If dehydration or the ravenous stray dog chewing on Gerald's body won't kill Jessie, the voices in her head certainly will

The brave man to do it is horror director Mike Flanagan (Oculus) who edits the story by reducing the voices in Jessie's head to just three - the psychiatrist and college friend don't even get so much as a mention, and it's better that way.

The movie stars Carla Gugino (Spy Kids) and Bruce Greenwood (Star Trek) as Jessie and Gerald - and they both give fantastic performances.

Gugino dances effortlessly between coquettish wife eager to please her powerful husband, cynical voice determined to survive and a petrified woman trying to break her habit of burying her head in the sand when things get tough.

Greenwood is charismatic, mean and menacing. He's also in much better shape than Gerald was described in the book.

As night falls, it's clear that Jessie has another enemy to contend with - a mysterious, ghoulish figure Gerald calls The Moonlight Man, who might be Death. It's chilling how a grown woman can be afraid of the dark in the right circumstances, afraid of an unknown creature that lurks outside the safety of light.

"Women alone in the dark are like open doors, Jessie. And if they scream for help, who knows what might answer?" Gerald whispers to her, as she tries to convince herself that the Moonlight Man (who is called the Space Cowboy in the book) isn't real.

With all that time to think, and losing her mind slowly, a traumatic childhood memory resurfaces - either to save her or to suffocate her.

Gerald's Game is about more than a woman trapped in a horrible situation: it's about power dynamics, the way women fold themselves like origami to fit into the shapes the men in our lives want us to be. It's about finding the will to survive in our darkest moments. It's about breaking away from ourselves as an act of self-preservation.
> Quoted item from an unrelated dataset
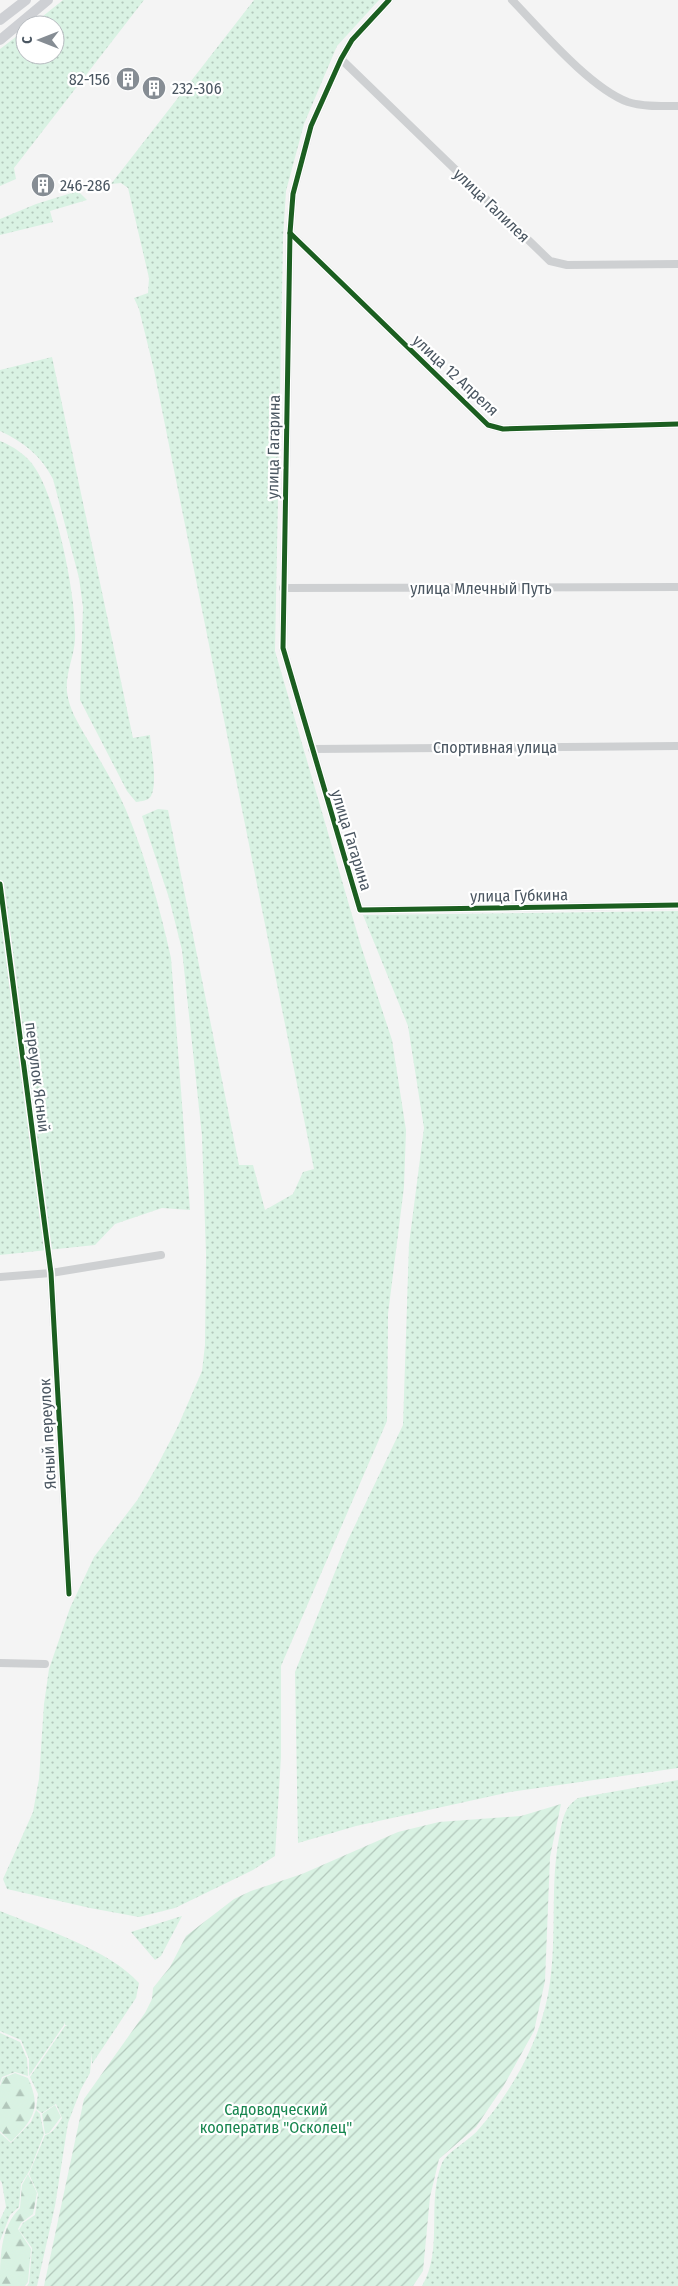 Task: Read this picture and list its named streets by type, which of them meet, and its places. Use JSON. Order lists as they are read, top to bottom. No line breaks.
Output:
{"streets":{"street":["улица Галилея","улица 12 Апреля","улица Гагарина","улица Млечный Путь","Спортивная улица","улица Губкина","переулок Ясный","Ясный переулок"]},"crossings":[["улица Галилея","улица Гагарина"],["улица 12 Апреля","улица Гагарина"],["улица Гагарина","улица Млечный Путь"],["улица Гагарина","Спортивная улица"],["улица Гагарина","улица Губкина"],["переулок Ясный","Ясный переулок"]],"parks":["Садоводческий кооператив \"Осколец\""],"places":{"building":["82-156","232-306","246-286"]},"north":"left"}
But don't get it twisted: this is also a psychological horror. The way Caragan uses light and shadows to set the mood and represent unknown threats to Jessie's safety is masterful. Seeing a curtain blowing in the breeze might be an old-school horror technique but that doesn't make it any less chilling.

Gerald's Game will keep you at the edge of your seat, even if you have read the book and know how it ends.

The only problem with adapting an older work into a modern-day setting is this: if there's an iPhone sitting on the bedside table, why couldn't Jessie just say, "Hey Siri, I'm going to die - call for help"?